■ TASK PROMPT
In the data below, one line contains "height:18px; margin:-9px; padding:0" and a later one contains "display:flex; align-items:center; gap:14px;". Print both, with every line between them, exactly and alone.

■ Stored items
****

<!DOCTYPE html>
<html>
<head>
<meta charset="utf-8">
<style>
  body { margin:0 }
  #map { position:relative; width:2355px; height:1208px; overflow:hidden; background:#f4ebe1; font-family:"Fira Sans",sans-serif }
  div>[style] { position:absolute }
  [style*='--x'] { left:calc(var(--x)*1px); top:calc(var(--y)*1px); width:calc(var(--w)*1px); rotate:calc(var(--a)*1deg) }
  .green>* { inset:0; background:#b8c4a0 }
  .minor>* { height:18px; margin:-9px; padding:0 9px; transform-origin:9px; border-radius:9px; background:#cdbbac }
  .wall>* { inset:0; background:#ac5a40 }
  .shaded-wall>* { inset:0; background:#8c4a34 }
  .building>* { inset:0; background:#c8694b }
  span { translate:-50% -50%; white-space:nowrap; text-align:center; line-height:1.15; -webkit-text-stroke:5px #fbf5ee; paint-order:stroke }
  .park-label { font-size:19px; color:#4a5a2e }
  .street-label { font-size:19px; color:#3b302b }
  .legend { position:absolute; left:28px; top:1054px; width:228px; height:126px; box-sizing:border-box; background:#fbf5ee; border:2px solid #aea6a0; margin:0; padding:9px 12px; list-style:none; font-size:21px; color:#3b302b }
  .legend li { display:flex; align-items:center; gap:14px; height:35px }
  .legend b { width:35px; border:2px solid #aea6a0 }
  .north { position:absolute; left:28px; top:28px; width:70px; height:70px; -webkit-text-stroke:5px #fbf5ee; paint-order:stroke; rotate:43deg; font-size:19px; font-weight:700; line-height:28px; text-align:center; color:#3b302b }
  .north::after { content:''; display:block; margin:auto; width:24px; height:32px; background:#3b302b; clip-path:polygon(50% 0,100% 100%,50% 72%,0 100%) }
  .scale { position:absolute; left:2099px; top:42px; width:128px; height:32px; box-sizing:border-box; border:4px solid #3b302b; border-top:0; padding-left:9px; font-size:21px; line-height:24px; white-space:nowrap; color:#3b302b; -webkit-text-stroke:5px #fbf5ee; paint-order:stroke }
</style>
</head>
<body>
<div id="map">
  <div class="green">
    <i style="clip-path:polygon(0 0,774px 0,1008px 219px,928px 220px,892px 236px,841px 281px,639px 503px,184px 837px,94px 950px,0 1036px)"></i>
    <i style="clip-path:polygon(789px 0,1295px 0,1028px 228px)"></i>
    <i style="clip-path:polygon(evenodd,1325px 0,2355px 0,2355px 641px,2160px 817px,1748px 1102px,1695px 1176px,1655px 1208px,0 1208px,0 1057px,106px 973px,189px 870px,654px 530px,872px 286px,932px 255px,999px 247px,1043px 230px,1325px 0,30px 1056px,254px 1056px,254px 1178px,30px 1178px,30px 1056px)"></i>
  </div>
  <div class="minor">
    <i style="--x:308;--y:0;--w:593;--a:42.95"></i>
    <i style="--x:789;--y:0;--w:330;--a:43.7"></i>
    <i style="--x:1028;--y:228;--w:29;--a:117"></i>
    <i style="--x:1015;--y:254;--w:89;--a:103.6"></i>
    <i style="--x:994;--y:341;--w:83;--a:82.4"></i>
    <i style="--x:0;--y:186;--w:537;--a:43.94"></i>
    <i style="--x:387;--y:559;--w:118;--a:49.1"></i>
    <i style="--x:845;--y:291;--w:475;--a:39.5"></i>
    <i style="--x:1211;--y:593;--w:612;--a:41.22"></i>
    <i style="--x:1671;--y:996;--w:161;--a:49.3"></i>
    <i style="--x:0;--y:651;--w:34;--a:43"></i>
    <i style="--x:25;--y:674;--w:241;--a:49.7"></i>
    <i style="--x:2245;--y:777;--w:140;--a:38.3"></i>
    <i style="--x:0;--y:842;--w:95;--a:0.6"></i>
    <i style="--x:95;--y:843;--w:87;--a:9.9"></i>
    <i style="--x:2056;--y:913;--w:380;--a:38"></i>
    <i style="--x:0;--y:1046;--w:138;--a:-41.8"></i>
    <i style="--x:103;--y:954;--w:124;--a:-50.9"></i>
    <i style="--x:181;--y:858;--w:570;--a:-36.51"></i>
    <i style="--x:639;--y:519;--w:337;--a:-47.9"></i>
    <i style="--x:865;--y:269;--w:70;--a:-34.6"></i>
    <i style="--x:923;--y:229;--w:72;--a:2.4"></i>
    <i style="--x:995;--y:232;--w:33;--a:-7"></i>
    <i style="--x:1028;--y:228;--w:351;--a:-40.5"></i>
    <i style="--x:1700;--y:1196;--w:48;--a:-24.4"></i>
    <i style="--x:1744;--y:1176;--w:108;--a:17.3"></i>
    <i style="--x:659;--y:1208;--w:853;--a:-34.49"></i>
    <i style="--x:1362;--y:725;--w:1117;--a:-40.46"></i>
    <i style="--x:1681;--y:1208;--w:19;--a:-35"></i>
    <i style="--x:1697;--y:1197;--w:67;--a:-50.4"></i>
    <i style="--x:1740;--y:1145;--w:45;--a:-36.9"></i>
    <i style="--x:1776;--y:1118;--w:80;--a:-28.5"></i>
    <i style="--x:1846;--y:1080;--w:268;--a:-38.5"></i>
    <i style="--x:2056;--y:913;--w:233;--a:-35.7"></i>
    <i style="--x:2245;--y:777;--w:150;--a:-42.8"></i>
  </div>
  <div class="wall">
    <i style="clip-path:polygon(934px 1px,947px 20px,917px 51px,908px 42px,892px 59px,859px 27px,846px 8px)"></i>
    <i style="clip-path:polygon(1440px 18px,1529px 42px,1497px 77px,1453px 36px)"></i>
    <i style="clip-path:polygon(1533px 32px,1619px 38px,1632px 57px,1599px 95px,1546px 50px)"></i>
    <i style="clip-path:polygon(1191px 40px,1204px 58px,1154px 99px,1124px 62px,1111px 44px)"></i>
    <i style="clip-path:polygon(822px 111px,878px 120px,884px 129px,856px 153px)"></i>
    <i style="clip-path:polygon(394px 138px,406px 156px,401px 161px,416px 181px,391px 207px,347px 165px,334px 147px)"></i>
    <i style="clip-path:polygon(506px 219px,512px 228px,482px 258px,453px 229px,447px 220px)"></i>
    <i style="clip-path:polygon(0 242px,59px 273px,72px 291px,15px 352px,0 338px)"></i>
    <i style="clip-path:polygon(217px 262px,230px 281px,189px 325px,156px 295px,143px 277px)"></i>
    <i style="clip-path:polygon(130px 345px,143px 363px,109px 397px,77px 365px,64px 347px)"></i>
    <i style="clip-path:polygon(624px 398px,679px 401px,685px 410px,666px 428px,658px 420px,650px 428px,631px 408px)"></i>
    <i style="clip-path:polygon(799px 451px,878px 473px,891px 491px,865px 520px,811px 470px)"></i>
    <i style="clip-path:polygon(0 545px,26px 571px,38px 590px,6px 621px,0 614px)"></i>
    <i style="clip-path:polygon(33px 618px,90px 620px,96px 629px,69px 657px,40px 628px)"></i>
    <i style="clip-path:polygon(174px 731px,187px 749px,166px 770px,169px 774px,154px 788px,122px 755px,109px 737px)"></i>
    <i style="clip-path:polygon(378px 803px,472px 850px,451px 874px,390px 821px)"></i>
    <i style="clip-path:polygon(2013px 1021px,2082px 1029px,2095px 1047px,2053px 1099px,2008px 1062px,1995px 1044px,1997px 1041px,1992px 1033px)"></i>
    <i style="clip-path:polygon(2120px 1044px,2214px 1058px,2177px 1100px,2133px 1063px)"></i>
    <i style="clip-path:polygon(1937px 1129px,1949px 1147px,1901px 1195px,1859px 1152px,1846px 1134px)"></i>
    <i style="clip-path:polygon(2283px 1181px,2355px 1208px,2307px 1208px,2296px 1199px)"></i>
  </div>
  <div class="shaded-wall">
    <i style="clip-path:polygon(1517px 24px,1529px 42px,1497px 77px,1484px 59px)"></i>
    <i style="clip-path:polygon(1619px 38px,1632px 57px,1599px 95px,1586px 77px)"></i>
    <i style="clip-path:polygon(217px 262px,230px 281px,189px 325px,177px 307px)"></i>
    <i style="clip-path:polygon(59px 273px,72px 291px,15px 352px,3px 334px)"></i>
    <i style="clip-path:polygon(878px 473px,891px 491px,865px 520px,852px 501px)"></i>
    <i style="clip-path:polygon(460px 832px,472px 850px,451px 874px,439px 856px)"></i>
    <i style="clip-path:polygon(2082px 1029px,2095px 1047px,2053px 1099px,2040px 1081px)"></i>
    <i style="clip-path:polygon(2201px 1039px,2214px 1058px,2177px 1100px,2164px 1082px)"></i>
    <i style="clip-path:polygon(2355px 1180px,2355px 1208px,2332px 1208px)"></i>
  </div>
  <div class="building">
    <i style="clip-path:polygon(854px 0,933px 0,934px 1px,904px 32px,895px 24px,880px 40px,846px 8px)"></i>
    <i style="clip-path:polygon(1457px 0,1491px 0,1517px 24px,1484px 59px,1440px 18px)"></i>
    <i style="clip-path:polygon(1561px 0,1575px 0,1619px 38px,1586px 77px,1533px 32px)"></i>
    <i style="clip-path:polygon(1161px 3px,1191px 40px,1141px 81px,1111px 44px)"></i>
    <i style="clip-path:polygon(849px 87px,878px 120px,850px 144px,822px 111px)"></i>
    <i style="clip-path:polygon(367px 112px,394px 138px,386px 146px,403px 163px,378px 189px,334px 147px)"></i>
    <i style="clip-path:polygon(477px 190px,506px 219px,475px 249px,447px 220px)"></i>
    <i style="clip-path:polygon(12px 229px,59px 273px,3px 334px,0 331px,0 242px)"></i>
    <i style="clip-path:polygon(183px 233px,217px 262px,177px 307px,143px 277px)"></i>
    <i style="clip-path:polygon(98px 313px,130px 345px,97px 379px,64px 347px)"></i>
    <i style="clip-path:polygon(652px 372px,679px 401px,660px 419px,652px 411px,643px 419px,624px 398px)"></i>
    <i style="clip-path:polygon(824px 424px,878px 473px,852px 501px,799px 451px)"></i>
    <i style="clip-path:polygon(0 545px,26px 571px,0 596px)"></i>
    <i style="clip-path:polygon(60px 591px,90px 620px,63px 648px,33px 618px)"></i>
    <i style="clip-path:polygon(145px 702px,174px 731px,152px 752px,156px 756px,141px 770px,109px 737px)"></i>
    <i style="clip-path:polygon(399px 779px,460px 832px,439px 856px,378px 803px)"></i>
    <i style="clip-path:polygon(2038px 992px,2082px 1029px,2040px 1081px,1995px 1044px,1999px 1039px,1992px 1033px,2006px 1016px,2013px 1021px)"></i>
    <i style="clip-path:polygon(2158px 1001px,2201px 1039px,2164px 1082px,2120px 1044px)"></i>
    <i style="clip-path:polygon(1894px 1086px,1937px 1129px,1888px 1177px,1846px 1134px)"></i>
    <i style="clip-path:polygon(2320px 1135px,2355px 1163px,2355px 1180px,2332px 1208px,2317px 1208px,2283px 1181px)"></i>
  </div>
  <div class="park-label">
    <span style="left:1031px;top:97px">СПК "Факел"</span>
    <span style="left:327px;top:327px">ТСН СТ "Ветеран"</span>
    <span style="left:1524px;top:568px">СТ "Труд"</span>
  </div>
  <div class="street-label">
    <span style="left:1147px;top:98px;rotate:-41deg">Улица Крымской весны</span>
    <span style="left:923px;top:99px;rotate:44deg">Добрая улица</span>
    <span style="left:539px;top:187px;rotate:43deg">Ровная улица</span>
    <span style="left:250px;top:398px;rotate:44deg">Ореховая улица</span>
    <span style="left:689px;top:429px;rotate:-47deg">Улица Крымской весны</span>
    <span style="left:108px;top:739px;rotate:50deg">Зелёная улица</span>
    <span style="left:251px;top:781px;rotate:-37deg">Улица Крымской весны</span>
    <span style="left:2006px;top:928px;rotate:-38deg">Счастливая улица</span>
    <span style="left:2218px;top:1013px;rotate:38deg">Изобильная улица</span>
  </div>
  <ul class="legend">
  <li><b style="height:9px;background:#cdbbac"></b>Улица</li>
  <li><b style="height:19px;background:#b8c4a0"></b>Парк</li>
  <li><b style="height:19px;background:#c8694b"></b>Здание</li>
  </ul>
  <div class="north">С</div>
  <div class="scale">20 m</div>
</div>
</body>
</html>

****

■ SOLUTION TO THIS PROBLEM
  .minor>* { height:18px; margin:-9px; padding:0 9px; transform-origin:9px; border-radius:9px; background:#cdbbac }
  .wall>* { inset:0; background:#ac5a40 }
  .shaded-wall>* { inset:0; background:#8c4a34 }
  .building>* { inset:0; background:#c8694b }
  span { translate:-50% -50%; white-space:nowrap; text-align:center; line-height:1.15; -webkit-text-stroke:5px #fbf5ee; paint-order:stroke }
  .park-label { font-size:19px; color:#4a5a2e }
  .street-label { font-size:19px; color:#3b302b }
  .legend { position:absolute; left:28px; top:1054px; width:228px; height:126px; box-sizing:border-box; background:#fbf5ee; border:2px solid #aea6a0; margin:0; padding:9px 12px; list-style:none; font-size:21px; color:#3b302b }
  .legend li { display:flex; align-items:center; gap:14px; height:35px }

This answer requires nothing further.